*** Opening DATASET RECORDS ***

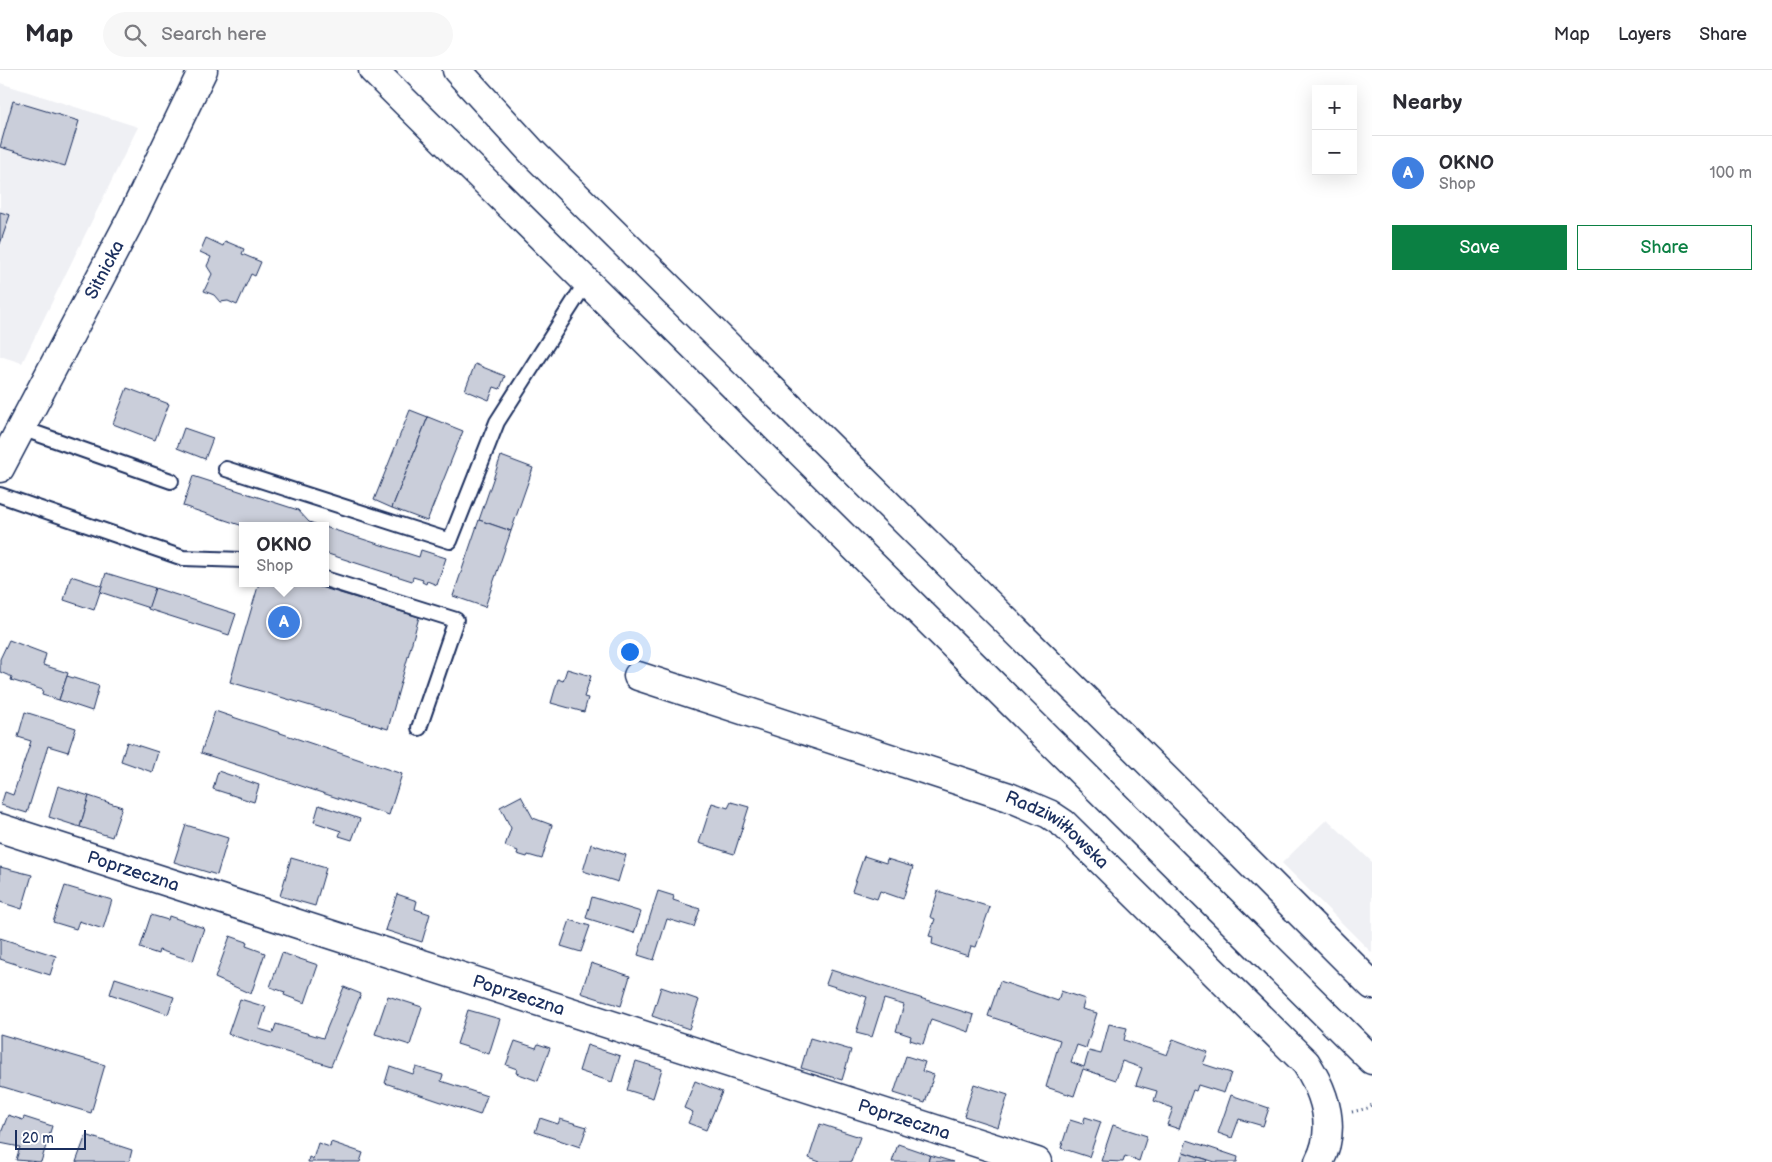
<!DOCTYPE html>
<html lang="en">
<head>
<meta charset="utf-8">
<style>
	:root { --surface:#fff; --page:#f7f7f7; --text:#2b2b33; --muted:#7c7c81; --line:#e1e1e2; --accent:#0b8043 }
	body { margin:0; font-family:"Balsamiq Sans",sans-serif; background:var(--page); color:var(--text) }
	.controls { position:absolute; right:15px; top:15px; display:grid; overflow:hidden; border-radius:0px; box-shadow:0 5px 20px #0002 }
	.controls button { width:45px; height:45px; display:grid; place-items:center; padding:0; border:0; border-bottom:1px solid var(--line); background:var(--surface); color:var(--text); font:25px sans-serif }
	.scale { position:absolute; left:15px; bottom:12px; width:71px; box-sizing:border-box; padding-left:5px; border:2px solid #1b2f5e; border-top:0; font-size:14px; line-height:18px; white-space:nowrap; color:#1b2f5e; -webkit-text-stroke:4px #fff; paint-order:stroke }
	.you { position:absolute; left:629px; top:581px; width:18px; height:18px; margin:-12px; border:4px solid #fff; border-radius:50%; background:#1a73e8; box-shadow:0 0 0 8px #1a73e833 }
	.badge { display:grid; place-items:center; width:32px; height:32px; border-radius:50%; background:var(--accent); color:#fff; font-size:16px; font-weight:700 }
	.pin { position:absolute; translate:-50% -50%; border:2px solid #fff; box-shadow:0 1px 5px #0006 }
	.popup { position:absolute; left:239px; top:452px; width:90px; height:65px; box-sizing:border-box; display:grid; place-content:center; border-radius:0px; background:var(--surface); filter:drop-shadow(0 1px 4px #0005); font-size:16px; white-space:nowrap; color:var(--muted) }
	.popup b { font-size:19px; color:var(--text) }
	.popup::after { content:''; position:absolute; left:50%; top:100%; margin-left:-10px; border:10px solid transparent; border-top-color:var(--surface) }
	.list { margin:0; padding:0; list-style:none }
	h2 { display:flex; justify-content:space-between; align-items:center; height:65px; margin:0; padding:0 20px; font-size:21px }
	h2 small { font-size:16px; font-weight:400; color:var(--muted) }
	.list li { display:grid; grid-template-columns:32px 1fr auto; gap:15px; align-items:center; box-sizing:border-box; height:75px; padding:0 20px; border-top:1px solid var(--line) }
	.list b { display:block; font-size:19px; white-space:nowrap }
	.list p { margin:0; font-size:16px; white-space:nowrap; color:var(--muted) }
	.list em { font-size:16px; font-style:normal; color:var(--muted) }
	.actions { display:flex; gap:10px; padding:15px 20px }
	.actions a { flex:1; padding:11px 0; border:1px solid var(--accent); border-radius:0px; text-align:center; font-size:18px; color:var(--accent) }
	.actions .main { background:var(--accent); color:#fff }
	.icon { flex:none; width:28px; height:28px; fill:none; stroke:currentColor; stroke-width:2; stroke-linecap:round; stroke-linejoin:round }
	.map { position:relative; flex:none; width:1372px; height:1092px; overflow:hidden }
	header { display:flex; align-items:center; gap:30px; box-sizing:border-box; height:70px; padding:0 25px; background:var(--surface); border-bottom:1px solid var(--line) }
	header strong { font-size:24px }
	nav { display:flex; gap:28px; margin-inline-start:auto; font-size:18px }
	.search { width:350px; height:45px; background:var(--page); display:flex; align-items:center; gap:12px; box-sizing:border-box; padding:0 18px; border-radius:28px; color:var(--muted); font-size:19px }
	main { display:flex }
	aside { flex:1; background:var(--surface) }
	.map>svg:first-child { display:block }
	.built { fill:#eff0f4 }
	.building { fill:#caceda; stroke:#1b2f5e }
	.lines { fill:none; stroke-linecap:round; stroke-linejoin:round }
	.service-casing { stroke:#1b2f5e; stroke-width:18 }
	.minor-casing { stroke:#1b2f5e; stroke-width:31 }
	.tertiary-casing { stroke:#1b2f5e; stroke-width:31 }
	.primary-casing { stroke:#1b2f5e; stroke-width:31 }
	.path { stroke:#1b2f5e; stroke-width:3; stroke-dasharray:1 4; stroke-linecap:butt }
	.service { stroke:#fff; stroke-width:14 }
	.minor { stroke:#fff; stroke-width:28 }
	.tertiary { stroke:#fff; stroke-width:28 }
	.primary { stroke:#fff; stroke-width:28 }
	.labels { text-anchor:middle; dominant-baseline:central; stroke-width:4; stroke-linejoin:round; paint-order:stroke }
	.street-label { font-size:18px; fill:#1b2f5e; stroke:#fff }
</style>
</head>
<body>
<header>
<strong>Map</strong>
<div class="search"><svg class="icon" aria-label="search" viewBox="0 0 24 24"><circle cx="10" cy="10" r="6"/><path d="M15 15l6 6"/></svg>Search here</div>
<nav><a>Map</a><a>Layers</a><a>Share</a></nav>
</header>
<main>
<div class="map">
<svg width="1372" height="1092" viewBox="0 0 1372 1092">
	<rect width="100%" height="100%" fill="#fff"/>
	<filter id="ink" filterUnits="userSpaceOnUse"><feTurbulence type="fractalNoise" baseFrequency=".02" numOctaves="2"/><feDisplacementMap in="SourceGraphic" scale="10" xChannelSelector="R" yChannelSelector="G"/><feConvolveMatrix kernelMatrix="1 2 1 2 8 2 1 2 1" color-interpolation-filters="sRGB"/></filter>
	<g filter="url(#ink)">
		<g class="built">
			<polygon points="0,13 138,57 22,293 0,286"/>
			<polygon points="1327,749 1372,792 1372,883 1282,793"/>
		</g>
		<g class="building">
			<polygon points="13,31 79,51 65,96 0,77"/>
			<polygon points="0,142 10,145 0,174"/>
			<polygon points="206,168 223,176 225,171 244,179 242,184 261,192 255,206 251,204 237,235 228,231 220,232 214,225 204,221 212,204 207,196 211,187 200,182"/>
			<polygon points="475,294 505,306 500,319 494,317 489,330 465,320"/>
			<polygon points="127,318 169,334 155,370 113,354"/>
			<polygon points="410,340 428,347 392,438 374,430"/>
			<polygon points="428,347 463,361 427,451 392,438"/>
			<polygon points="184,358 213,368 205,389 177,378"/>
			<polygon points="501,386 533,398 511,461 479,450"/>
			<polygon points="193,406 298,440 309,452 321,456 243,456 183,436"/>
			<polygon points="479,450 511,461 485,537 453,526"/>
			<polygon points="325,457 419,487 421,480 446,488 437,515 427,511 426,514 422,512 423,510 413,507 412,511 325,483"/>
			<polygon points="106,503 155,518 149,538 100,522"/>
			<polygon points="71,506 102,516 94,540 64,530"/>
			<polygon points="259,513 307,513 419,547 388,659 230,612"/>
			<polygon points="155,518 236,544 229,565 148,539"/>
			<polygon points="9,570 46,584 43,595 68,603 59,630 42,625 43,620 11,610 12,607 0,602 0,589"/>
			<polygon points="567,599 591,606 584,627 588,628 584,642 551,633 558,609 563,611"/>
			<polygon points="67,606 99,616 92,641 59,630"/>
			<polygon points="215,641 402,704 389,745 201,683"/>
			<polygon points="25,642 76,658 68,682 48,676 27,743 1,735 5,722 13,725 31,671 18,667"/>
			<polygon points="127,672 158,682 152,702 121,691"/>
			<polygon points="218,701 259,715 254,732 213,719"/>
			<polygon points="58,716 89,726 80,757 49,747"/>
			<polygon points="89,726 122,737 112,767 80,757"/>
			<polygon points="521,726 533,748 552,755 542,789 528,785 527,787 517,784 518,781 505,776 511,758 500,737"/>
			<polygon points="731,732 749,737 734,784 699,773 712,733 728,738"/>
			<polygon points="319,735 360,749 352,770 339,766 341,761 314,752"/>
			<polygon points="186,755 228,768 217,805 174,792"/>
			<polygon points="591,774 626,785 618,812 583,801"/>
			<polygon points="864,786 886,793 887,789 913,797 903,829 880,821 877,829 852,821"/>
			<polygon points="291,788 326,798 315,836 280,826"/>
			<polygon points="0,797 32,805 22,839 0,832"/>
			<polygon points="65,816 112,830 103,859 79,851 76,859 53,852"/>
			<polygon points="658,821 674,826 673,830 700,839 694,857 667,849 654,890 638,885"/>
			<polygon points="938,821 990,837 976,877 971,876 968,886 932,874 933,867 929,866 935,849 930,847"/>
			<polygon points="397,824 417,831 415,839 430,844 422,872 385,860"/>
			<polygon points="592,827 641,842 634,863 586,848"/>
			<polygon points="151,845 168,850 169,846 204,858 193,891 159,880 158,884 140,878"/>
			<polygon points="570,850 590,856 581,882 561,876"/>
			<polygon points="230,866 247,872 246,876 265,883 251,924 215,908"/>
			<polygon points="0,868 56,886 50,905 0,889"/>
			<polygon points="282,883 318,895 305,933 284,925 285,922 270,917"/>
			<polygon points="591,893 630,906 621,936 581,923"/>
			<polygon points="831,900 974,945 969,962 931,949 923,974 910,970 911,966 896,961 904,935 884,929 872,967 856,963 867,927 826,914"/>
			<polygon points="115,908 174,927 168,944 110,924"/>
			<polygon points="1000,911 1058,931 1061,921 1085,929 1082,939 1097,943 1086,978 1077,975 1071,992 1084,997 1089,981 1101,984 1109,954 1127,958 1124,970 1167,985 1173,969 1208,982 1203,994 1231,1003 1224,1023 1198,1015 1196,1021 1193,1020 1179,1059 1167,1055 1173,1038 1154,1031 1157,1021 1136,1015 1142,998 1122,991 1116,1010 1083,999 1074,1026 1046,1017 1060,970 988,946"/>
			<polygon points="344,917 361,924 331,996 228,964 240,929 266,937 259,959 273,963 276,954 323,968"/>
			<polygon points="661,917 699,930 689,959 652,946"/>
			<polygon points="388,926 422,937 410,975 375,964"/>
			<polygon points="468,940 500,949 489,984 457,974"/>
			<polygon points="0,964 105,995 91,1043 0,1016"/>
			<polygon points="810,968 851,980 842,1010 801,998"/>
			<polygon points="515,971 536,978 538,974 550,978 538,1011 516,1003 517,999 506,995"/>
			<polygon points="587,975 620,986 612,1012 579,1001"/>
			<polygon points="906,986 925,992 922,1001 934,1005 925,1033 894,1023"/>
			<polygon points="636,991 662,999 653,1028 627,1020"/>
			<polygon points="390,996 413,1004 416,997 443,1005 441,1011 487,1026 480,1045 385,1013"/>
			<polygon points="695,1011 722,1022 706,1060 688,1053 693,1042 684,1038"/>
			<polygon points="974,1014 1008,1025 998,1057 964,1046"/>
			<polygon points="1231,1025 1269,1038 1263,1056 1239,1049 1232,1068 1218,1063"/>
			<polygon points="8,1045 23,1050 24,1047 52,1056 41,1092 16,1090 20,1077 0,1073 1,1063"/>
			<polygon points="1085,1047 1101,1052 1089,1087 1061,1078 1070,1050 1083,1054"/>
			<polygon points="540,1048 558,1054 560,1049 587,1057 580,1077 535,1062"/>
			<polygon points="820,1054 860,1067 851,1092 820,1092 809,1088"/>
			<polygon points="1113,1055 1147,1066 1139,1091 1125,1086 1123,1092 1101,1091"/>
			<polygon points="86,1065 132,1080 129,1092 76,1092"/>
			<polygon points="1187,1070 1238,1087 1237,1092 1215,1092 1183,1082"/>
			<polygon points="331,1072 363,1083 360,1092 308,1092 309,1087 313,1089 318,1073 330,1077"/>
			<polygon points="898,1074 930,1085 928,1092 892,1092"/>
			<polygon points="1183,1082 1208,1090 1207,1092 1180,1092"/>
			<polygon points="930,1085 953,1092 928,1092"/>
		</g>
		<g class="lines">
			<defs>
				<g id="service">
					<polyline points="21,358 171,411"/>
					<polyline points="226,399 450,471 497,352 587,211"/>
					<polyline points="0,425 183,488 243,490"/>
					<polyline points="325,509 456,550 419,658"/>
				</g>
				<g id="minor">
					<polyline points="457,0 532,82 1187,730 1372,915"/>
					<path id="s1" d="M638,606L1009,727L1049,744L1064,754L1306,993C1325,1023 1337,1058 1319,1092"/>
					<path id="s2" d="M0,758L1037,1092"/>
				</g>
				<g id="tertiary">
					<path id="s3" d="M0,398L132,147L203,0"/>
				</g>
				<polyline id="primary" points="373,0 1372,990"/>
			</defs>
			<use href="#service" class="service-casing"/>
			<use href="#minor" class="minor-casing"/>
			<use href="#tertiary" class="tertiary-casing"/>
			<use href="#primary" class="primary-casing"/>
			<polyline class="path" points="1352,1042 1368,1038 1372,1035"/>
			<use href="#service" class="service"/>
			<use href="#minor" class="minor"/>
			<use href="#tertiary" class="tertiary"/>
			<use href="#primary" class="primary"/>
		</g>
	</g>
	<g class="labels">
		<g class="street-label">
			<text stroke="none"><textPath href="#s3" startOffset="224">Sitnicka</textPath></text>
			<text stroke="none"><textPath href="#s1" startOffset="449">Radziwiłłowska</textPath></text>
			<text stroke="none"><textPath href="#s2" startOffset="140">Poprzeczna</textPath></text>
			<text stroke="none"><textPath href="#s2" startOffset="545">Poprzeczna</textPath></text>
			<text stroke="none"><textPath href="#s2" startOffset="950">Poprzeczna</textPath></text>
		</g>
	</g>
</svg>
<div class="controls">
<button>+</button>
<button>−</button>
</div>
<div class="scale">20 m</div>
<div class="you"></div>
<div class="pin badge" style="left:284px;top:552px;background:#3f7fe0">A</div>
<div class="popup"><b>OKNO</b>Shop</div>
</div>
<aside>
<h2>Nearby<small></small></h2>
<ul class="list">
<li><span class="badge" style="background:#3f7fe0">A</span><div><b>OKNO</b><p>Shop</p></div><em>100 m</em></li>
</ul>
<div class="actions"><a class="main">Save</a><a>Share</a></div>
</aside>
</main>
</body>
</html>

*** Closing DATASET RECORDS ***

:: ACTIVITY ::
Reproduce the records exactly, starting with their first line and ending with the line that contains "position:absolute; right:15px; top:15px;", though pictures should be dropped.

:: SOLUTION FOR THIS TASK ::
<!DOCTYPE html>
<html lang="en">
<head>
<meta charset="utf-8">
<style>
	:root { --surface:#fff; --page:#f7f7f7; --text:#2b2b33; --muted:#7c7c81; --line:#e1e1e2; --accent:#0b8043 }
	body { margin:0; font-family:"Balsamiq Sans",sans-serif; background:var(--page); color:var(--text) }
	.controls { position:absolute; right:15px; top:15px; display:grid; overflow:hidden; border-radius:0px; box-shadow:0 5px 20px #0002 }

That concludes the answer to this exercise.